We found dozens of diet features and bacterial taxa that were strongly predictive of blood metabolites in our models (FIG. 4F; FIGs. 19A-F). Notably, the reported consumption of coffee (both long- and short-term) had higher importance compared to other dietary features with respect to a large number of xenobiotics and unknown compounds. As previously reported37, metabolites from the xanthine metabolism pathway such as paraxanthine (Prediction Pearson R =0.64, p<10-20, based on diet data) and caffeine (Prediction R. 0 68, p<10-20) were significantly predicted using coffee consumption. These metabolites were also significantly predicted using gut microbiome data, with one bacterial feature from the Clostridiceae family being the main predictor. Another strong predictor was the reported consumption of fish, which was assigned with the highest SHAP values in models based on diet features which accurately predicted the levels of several blood lipids such as 3-Carboxy-4-methyl-5-propyl-2-furanpropionic acid (CMPF; prediction R=0.71, p<10-20), a potent uremic toxin known to accumulate in the serum of chronic kidney disease (CKD) patients38 and which was also suggested to prevent and reverses steatosis39. Other examples included saccharin (Prediction R=0.6, p<10-20) and acesulfame (Prediction R=0.47, p<10-20), two artificial sweeteners whose main predictors were the reported consumption of artificial sweeteners and diet soda. As mentioned above, microbiome data alone accurately predicted the levels of many metabolites such as X-16124 (Pearson R =0.77, p<10-20), an unknown metabolite whose main predictor is the relative abundance of a bacteria from the Eggerthellaceae family, and X- 11850 (R=0.7, p<10-20), another unknown compound whose main predictor is a species of Clostridium. The microbiome data was also highly predictive of two uremic toxins (phenylacetylglutamine, R=0.63, p<10-20, and indoxyl sulfate, R=0.37, p<10-20) previously reported in association with

CKD40 and several other comorbidities41,42, and these predictions were positively driven by a bacteria from the Lachnospiraceae family.

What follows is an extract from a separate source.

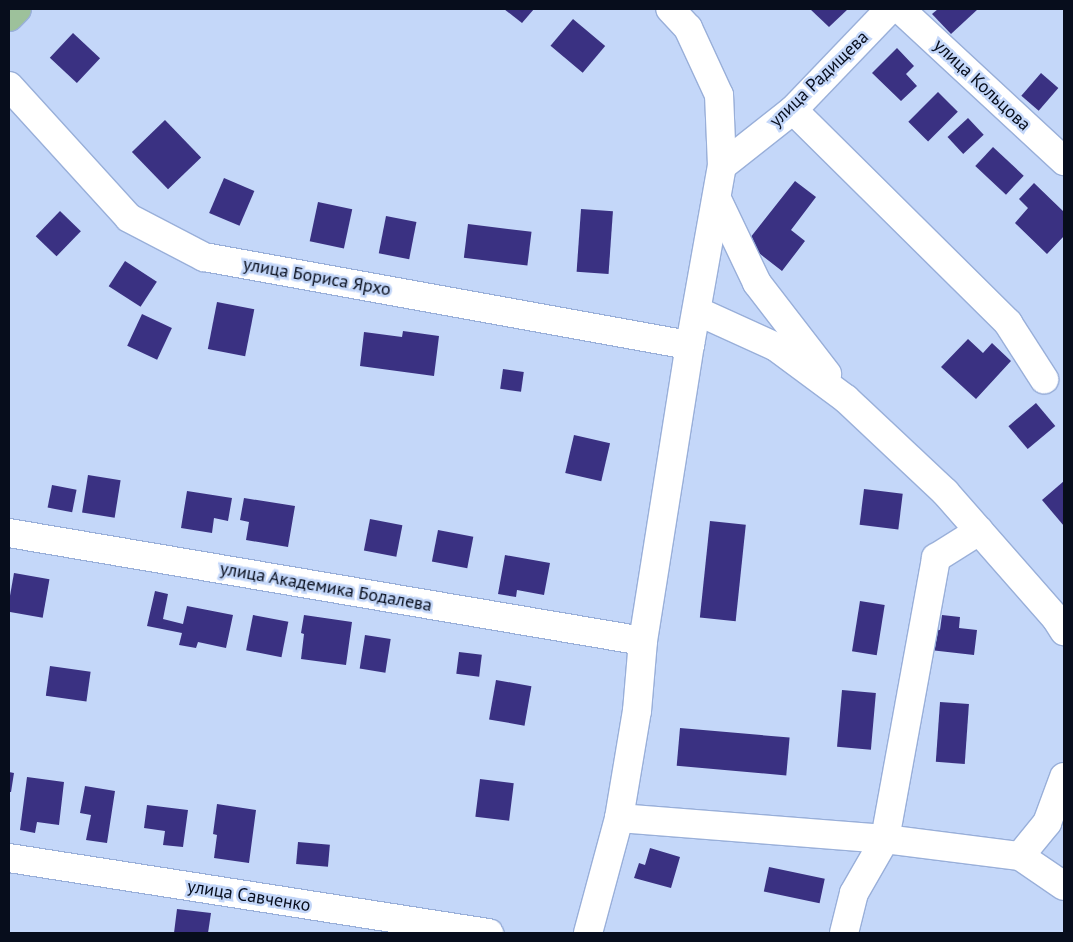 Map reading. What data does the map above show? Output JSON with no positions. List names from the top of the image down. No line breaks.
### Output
{"streets":{"street":["улица Радищева","улица Кольцова","улица Бориса Ярхо","улица Академика Бодалева","улица Савченко"]}}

As a more global view, we next asked whether a few bacterial features are important for the prediction of many metabolites, or whether metabolite prediction is specific to several unique important taxa. To this end, for each metabolite we defined its main predictor as the bacterial taxa with the maximal mean absolute SHAP value. We found that 19 bacterial taxa were the main predictors for the top 50 predicted metabolites (Prediction R>0 4; Table 7) One bacterial feature from the Clostridiceae family was the main predictor of 22 of these metabolites which are also strongly associated with coffee consumption in diet-based models. Clostridium sp. CAG: 138 was

the main predictor of 5 metabolites, including 3 unknown compounds, phenylacetylcarnitine (R=0.47, p<10-20) and p-cresol-glucuronide (R=0.64, p<10-20) which was previously reported to be metabolized by Clostridium43. Furthermore, 6 bacterial features were the main predictors of 2 metabolites each, and each of the other 11 bacterial features was a main predictor of a single metabolite. Hence, in most cases many specific bacteria are required in order to accurately predict the levels of distinct metabolites, but in some cases a single bacteria might underlie the predictions of a broad metabolic pathway involving dozens of metabolites. In terms of higher bacterial taxonomy levels, among the bacterial features that best predicted the top 100 metabolites, 89 belonged to Firmicutes, 4 to Actinobacteria and 7 to an unknown phylum, showing the strong predictive power of Firmicutes. Interestingly, although Bacteroidetes is the second most abundant phylum in our cohort (FIG. 20), none of its species was a main predictor for any of the 100 metabolites best predicted with microbiome data.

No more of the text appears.